Problem to solve: The answer must consist of every line in the data below that holds the word "canvas".

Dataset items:
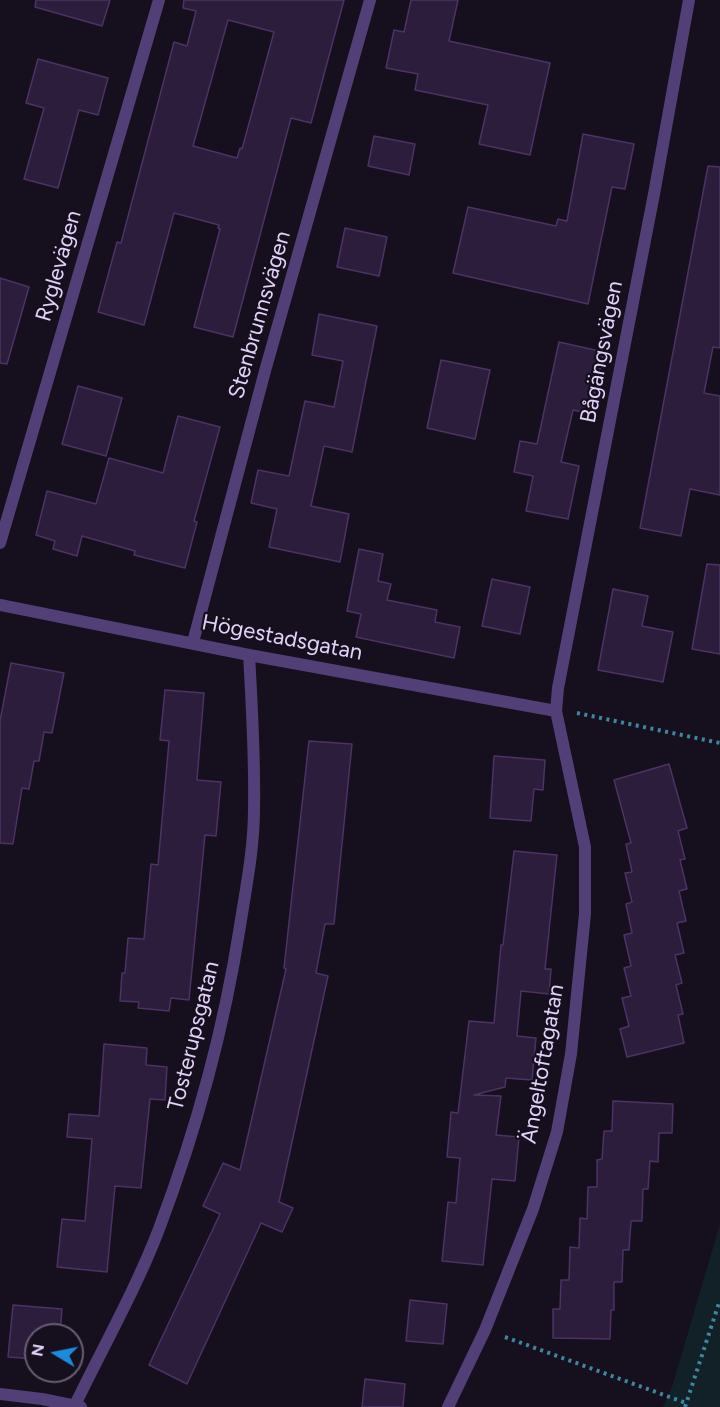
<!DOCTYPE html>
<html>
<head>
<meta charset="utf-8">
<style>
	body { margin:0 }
	#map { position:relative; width:720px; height:1407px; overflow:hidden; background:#160f1d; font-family:Figtree,sans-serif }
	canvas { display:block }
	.north { position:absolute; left:24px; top:1323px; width:60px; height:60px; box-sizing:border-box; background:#160f1d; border:2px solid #685d75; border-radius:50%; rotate:280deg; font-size:16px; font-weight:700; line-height:24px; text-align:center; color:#e2d1f9 }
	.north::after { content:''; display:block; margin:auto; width:21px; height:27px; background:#1b8cdb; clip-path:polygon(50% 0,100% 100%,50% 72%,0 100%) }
</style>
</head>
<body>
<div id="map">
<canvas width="720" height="1407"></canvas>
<div class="north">N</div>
</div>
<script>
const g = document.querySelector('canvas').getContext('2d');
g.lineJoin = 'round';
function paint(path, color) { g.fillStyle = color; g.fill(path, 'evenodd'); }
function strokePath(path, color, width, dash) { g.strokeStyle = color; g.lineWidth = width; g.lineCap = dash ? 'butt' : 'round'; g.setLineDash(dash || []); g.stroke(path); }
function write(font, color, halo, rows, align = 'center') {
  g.font = font + ' Figtree,sans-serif'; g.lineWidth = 4.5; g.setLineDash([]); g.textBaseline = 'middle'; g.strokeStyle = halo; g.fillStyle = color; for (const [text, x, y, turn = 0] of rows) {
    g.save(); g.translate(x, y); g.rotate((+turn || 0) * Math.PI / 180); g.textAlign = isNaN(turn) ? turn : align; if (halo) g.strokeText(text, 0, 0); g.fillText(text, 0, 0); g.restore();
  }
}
const green = new Path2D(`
	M 720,1224 L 720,1407 L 663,1407 L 672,1387 Z`);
const building = new Path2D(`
	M 36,0 L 110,0 L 102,26 L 35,7 Z
	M 184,0 L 344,0 L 311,123 L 291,118 L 233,337 L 194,327 L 220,229 L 218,228 L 219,225 L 174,213 L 144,325 L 98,312 L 117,242 L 121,243 L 174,42 L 187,46 L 196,11 L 183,8 ZM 228,20 L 274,32 L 242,149 L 240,148 L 237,158 L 193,146 Z
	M 411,0 L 458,0 L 449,41 L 550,63 L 530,155 L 479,144 L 488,105 L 415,90 L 418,74 L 386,68 L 394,30 L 404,32 Z
	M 38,59 L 108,78 L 98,115 L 79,110 L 58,188 L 24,179 L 44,108 L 26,103 Z
	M 583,134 L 634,144 L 625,189 L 612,187 L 588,304 L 453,273 L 468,207 L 556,226 L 558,219 L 567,221 Z
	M 374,136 L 415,144 L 409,175 L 368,166 Z
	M 708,166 L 720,167 L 720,348 L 713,347 L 704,393 L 720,396 L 720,495 L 690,489 L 681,536 L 640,528 Z
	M 345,228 L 387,237 L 379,276 L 337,267 Z
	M 0,278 L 29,287 L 7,364 L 0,363 Z
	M 319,314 L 377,326 L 352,452 L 324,446 L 311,506 L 349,514 L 340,562 L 269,547 L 277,509 L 251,503 L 258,470 L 289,476 L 305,401 L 334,407 L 343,361 L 312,355 Z
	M 559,342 L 604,352 L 590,414 L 573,410 L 561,462 L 579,466 L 568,519 L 526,511 L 533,476 L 514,472 L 520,441 L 537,444 Z
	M 441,360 L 490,370 L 475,439 L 427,428 Z
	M 78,386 L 122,398 L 106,456 L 62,444 Z
	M 178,416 L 220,427 L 194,521 L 197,522 L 185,568 L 134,555 L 135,551 L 82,536 L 77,556 L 53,549 L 55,541 L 36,535 L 47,491 L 96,504 L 109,458 L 163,473 Z
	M 359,549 L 383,554 L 378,581 L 391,584 L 387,600 L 437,610 L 435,622 L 460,627 L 454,658 L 356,637 L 361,614 L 347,611 Z
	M 707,564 L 720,565 L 720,654 L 692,649 Z
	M 492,579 L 530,587 L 520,634 L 482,626 Z
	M 613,589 L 648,596 L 642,626 L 673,632 L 663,682 L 598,670 Z
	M 11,663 L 64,673 L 52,733 L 44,732 L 39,761 L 34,761 L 29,789 L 22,788 L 13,844 L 0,843 L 0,721 Z
	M 165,690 L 204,693 L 197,780 L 221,782 L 216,836 L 205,835 L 189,1000 L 171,998 L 169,1011 L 138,1008 L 139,1002 L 120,1001 L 122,973 L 125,973 L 128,938 L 144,939 L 151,864 L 158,865 L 169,741 L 160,740 Z
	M 309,741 L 352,744 L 334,924 L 325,924 L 316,973 L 328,976 L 279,1202 L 293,1208 L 282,1232 L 261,1223 L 187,1384 L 149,1365 L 220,1214 L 203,1206 L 223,1163 L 240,1170 L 286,969 L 284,968 Z
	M 494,756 L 545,760 L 543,790 L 534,789 L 531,821 L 490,818 Z
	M 669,764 L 687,828 L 678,831 L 685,859 L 680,860 L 687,889 L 679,891 L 686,921 L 677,923 L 684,953 L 675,955 L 682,983 L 676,985 L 683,1014 L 678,1015 L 684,1043 L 627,1057 L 620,1029 L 629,1026 L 622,998 L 631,996 L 624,968 L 631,966 L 624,935 L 632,933 L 626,904 L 632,902 L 625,873 L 632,872 L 626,844 L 631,843 L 614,780 Z
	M 514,851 L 557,855 L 545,969 L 551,969 L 549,994 L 521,991 L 517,1036 L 536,1038 L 532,1080 L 506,1078 L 505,1087 L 474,1095 L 501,1096 L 496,1135 L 519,1137 L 515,1181 L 492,1179 L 483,1265 L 442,1261 L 448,1202 L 456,1203 L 460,1158 L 447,1157 L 451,1112 L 458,1113 L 469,1021 L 494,1023 L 501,945 L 503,945 Z
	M 104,1044 L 147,1048 L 146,1065 L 167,1067 L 165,1100 L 150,1099 L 141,1188 L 115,1186 L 107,1272 L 57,1267 L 62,1219 L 85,1221 L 92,1139 L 67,1137 L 69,1114 L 99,1116 Z
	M 613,1101 L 673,1104 L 672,1133 L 659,1133 L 658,1162 L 650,1161 L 648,1189 L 643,1189 L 642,1221 L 631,1221 L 629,1250 L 623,1250 L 622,1282 L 614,1282 L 614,1310 L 611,1310 L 610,1339 L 553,1338 L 553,1309 L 560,1309 L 561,1280 L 569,1280 L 570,1247 L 579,1248 L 580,1218 L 587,1219 L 588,1187 L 597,1187 L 597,1160 L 602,1159 L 604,1131 L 612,1131 Z
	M 410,1300 L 447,1304 L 443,1344 L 406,1341 Z
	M 13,1305 L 62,1309 L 60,1335 L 36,1335 L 36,1359 L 8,1357 Z
	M 365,1379 L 405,1384 L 403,1407 L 362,1407 Z`);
const path = new Path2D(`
	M 577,713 L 720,743
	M 505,1337 L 686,1403
	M 685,1407 L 720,1300`);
const street = new Path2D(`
	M 0,543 L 159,0
	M 0,605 L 249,655 L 556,711
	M 193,642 L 265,371 L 370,0
	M 0,1394 L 42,1399 L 81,1407
	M 75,1405 C 103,1347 136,1289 159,1229 C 196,1131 224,1029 240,926 C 246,888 254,848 254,809 C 255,758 252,706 249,655
	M 448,1407 L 485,1330 L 533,1209 L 557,1132 L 571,1054 L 585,914 L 585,847 L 556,711 L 558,688 L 654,194 L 689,0`);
const streetNames = [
	["Ryglevägen",59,266,-74],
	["Stenbrunnsvägen",260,315,-74],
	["Bågängsvägen",602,352,-79],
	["Högestadsgatan",282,638,11],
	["Tosterupsgatan",194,1036,-76],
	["Ängeltoftagatan",543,1064,-80]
];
paint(green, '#122127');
paint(building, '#2d1d3c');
strokePath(building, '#4c3265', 1.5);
strokePath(path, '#3c88a2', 4, [3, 4.5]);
strokePath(street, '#533f77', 12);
write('22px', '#e2d1f9', '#160f1d', streetNames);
</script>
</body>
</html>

Response to the exercise:
	canvas { display:block }
<canvas width="720" height="1407"></canvas>
const g = document.querySelector('canvas').getContext('2d');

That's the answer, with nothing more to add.